Tino holds a Bachelor`s degree in Applied Mathematics and Economics from University of California - Davis. When not at work, you can usually find him with his baby daughter, and occasionally playing beach volleyball, cycling, or paddle boarding.

How have you seen the data landscape change in the past 5 years?

I am enthralled by the slow and inevitable march up the data manageability stack. Folks are embracing higher level services, recognizing that they can get more for less, and freeing up to laser-focus on getting value out of data. Many of these newer services offer novel new architectural options, like separation of storage and compute, intrinsic security models, pay-per-use pricing, and seamless downtime-free maintenance.

Which developing data technology are you most excited about?

I am most excited about the advent of AI-assisted data technologies. Practices of database administration and data engineering are exercises in avoiding pitfalls and anti-patterns. While it's difficult to imagine databases without database administration and data without data engineering, AI can help folks get the most out of data technologies, especially within the context of security.

What are the biggest challenges that the data function currently faces?

I see organizations concerned with security, consolidating legacy with greenfield projects, and organizational transformation towards agility and innovation. often all three challenges go hand-in-hand, and, in my opinion, can be greatly aided by partnering with the right cloud provider.

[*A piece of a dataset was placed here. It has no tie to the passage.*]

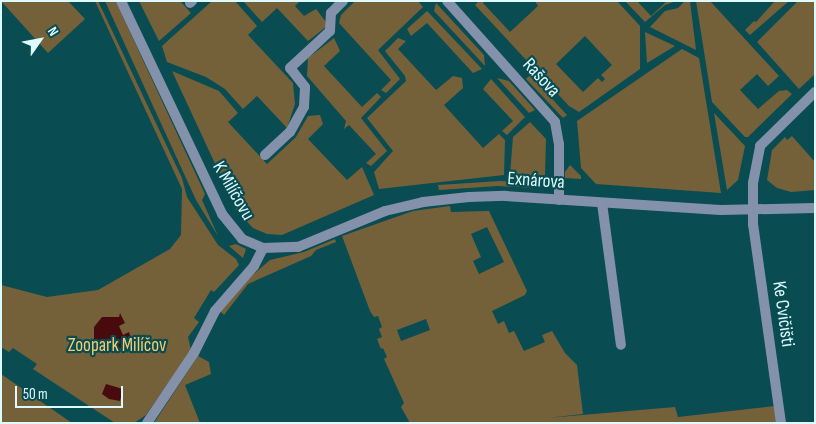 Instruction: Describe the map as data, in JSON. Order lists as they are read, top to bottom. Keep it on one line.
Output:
{"streets":{"street":["Rašova","Exnárova","K Milíčovu","Ke Cvičišti"]},"crossings":[["Rašova","Exnárova"],["Exnárova","K Milíčovu"],["Exnárova","Ke Cvičišti"]],"parks":["Zoopark Milíčov"],"scale_bar":"50 m","north":"top right"} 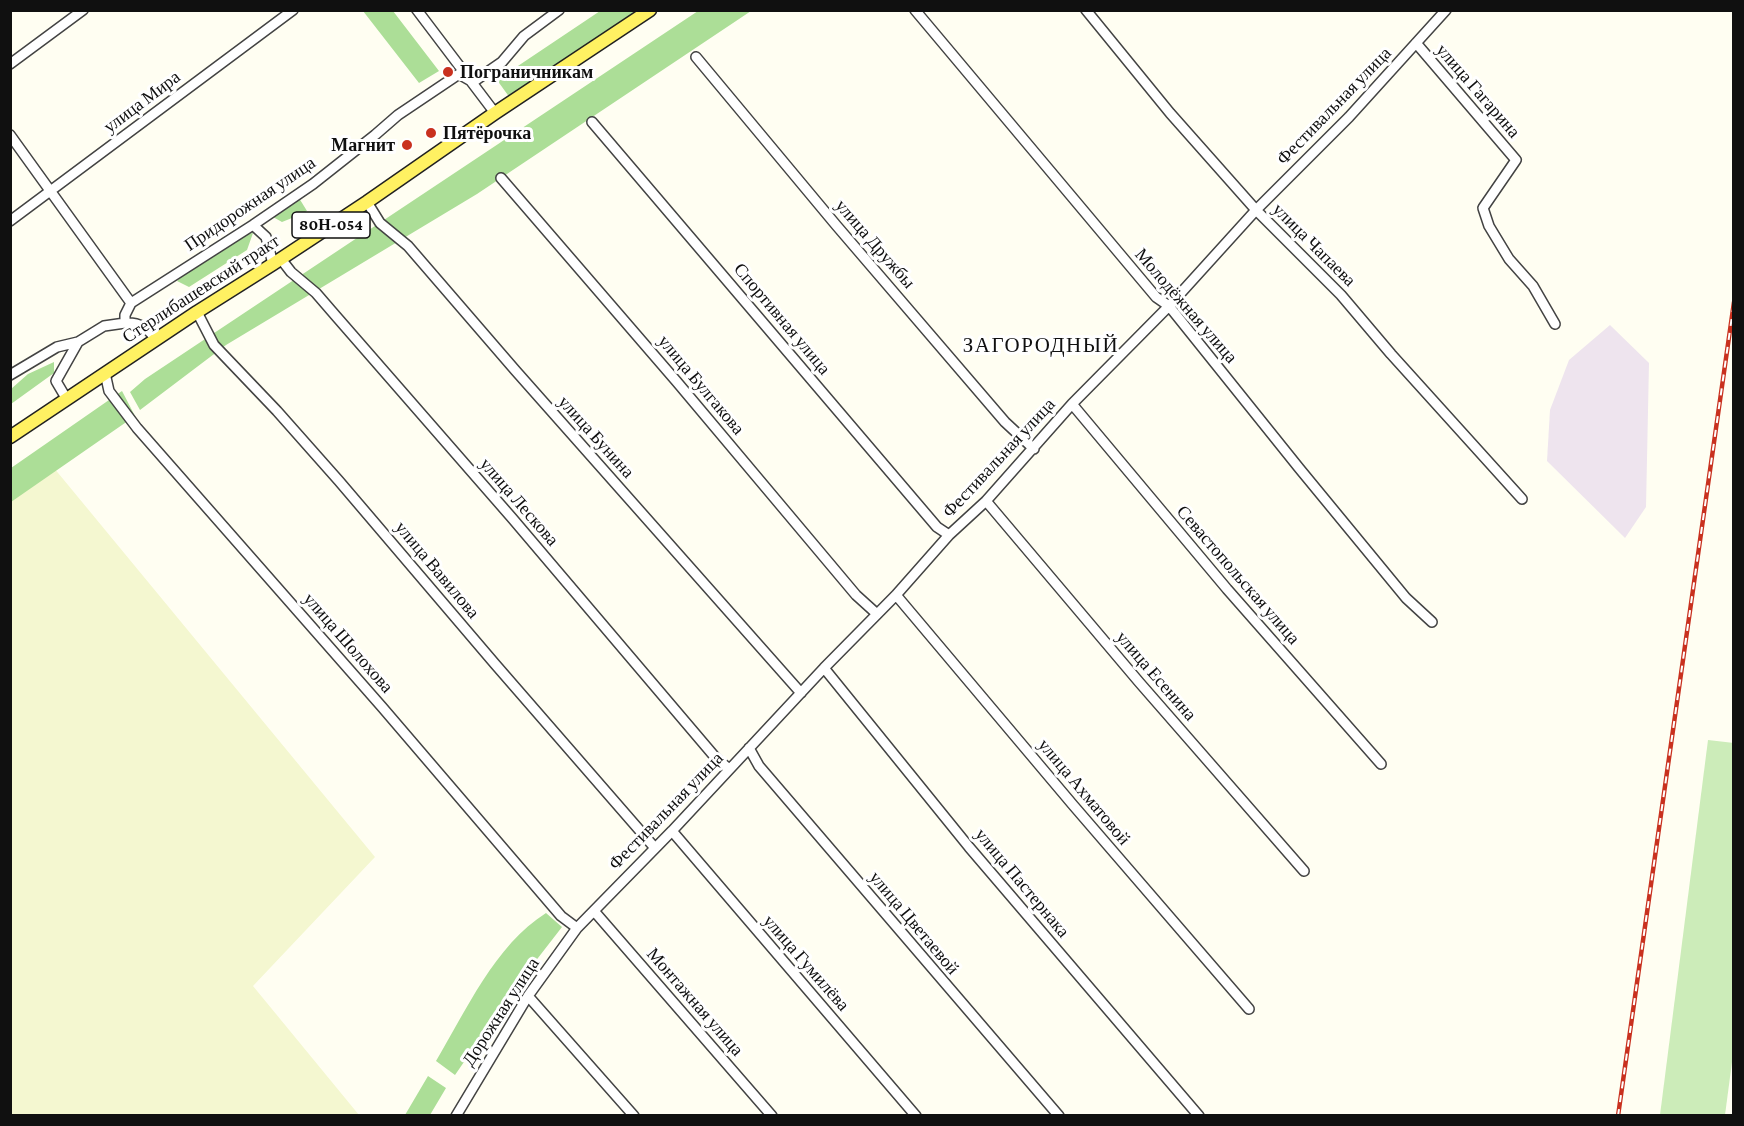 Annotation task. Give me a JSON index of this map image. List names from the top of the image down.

How do you see data changing in the next 5 years?

The most sophisticated data organizations today think of data as a key resource to acquire, retain, and extract value from. They understand the importance of being scale-invariant and real-time. I believe that, as data services continue to improve, the barrier to being data-driven will continue to drop. In the next 5 years we will see more folks embrace this way of thinking. With that, I'm hopeful that the "data lake" term will be ubiquitously understood to be a 4 letter word.

What can the audience expect to take away from your presentation in San Francisco?

If there's one thing I want the audience to remember from my talk, it's that many of the problems they're facing today have been architected, developed, and implemented by their peers. One must not be so adventurous as to habitually live on the tip of the spear, but being a close follower has its benefits!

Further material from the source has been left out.